Problem statement =>
Go through the material line by line and tally those containing the string "function". Only the tally is wanted.
_ _ _ _
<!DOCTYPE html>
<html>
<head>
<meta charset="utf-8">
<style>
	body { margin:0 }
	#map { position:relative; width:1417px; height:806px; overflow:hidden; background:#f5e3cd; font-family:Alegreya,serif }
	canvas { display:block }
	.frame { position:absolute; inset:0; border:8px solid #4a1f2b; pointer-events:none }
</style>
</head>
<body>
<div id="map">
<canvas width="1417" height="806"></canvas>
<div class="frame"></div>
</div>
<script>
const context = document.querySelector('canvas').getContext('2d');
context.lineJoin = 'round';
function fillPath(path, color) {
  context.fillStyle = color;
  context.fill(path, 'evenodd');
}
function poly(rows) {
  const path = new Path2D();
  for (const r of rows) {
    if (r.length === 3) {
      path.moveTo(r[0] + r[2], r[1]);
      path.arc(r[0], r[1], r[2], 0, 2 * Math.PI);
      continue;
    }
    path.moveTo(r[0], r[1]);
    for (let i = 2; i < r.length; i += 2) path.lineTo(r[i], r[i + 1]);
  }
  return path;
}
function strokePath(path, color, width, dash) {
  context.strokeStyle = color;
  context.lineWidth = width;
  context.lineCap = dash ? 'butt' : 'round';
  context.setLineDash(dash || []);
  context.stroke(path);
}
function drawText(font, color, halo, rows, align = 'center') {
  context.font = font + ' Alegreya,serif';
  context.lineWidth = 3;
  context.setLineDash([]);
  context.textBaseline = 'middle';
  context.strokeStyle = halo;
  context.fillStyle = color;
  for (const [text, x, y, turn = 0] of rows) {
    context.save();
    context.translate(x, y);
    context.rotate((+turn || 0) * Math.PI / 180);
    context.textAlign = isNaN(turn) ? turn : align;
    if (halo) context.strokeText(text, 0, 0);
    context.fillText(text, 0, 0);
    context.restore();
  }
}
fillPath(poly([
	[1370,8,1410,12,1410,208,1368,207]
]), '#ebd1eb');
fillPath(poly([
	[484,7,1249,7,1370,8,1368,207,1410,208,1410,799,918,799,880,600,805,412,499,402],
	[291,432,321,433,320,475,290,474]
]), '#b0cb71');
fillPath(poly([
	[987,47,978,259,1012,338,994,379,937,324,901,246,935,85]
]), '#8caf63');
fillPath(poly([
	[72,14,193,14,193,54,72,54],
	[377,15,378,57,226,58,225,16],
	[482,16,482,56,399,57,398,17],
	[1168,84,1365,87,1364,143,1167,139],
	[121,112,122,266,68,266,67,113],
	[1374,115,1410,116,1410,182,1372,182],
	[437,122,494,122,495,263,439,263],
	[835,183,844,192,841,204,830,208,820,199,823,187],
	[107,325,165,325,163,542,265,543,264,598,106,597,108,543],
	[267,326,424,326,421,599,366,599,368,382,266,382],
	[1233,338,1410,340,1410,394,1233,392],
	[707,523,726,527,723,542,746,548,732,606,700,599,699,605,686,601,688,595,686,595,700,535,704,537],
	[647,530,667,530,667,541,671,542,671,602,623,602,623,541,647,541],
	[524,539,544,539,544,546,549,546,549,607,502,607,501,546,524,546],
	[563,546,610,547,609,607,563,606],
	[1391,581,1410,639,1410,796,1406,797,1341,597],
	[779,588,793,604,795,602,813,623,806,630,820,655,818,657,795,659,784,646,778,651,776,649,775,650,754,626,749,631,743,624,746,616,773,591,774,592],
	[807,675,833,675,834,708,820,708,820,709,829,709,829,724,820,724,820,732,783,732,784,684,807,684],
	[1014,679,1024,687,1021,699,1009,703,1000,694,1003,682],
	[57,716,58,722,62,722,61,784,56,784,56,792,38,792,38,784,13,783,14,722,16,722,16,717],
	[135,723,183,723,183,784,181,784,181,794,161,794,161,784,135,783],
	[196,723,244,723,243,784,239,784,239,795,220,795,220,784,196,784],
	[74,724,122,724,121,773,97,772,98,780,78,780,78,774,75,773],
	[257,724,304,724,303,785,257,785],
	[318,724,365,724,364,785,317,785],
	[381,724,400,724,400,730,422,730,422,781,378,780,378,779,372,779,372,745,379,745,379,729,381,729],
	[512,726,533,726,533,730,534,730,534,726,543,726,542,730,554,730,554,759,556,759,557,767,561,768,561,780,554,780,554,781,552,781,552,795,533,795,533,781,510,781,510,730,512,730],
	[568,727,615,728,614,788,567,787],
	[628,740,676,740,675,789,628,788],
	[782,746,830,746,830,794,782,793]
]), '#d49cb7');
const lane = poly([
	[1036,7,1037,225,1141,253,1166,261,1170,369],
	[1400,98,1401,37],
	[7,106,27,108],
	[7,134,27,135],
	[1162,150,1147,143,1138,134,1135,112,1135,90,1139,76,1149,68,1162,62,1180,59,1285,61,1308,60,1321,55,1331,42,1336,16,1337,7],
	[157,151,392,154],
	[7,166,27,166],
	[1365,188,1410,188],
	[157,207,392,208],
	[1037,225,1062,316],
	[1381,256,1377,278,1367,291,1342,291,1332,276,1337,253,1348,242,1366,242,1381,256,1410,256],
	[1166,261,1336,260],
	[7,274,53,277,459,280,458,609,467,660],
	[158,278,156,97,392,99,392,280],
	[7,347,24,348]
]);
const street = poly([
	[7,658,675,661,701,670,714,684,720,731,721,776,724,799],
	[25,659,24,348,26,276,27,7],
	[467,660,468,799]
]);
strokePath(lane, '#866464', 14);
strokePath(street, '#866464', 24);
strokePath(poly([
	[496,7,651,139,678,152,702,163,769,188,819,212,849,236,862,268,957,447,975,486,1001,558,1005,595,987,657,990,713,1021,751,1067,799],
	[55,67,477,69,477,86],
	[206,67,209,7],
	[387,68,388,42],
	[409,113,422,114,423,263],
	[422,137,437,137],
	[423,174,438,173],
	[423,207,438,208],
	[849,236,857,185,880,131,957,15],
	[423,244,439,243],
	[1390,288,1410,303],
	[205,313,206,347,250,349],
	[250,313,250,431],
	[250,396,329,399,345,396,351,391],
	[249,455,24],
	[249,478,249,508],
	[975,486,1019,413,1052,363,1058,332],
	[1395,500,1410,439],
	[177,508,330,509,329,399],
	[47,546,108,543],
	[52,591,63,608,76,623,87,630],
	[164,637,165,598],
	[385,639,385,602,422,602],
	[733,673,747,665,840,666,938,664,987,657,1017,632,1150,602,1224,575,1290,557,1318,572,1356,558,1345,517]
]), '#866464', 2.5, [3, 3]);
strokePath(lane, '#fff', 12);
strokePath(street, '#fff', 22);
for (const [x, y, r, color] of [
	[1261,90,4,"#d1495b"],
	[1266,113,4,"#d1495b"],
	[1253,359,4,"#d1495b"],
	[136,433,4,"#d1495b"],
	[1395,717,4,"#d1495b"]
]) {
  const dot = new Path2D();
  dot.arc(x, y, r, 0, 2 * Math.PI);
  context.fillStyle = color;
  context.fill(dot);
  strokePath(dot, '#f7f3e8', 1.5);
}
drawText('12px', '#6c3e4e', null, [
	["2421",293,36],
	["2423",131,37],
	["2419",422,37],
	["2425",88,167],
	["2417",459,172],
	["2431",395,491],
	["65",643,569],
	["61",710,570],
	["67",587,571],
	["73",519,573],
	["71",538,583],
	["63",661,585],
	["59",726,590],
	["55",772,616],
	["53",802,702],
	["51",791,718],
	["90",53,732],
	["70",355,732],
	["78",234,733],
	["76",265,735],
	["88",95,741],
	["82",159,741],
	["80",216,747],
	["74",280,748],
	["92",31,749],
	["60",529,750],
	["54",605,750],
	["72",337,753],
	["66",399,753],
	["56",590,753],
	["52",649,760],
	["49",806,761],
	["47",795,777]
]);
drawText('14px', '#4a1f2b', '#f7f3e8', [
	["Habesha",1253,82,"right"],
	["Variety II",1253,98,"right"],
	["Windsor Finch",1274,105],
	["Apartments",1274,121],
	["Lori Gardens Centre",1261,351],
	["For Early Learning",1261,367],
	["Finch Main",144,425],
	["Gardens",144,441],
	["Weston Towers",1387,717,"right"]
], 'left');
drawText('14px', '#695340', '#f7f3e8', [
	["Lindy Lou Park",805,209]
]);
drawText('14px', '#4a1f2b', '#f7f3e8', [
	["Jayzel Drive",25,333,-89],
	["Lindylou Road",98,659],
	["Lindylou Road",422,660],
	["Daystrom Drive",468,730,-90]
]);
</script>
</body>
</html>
_ _ _ _
Answer section =>
4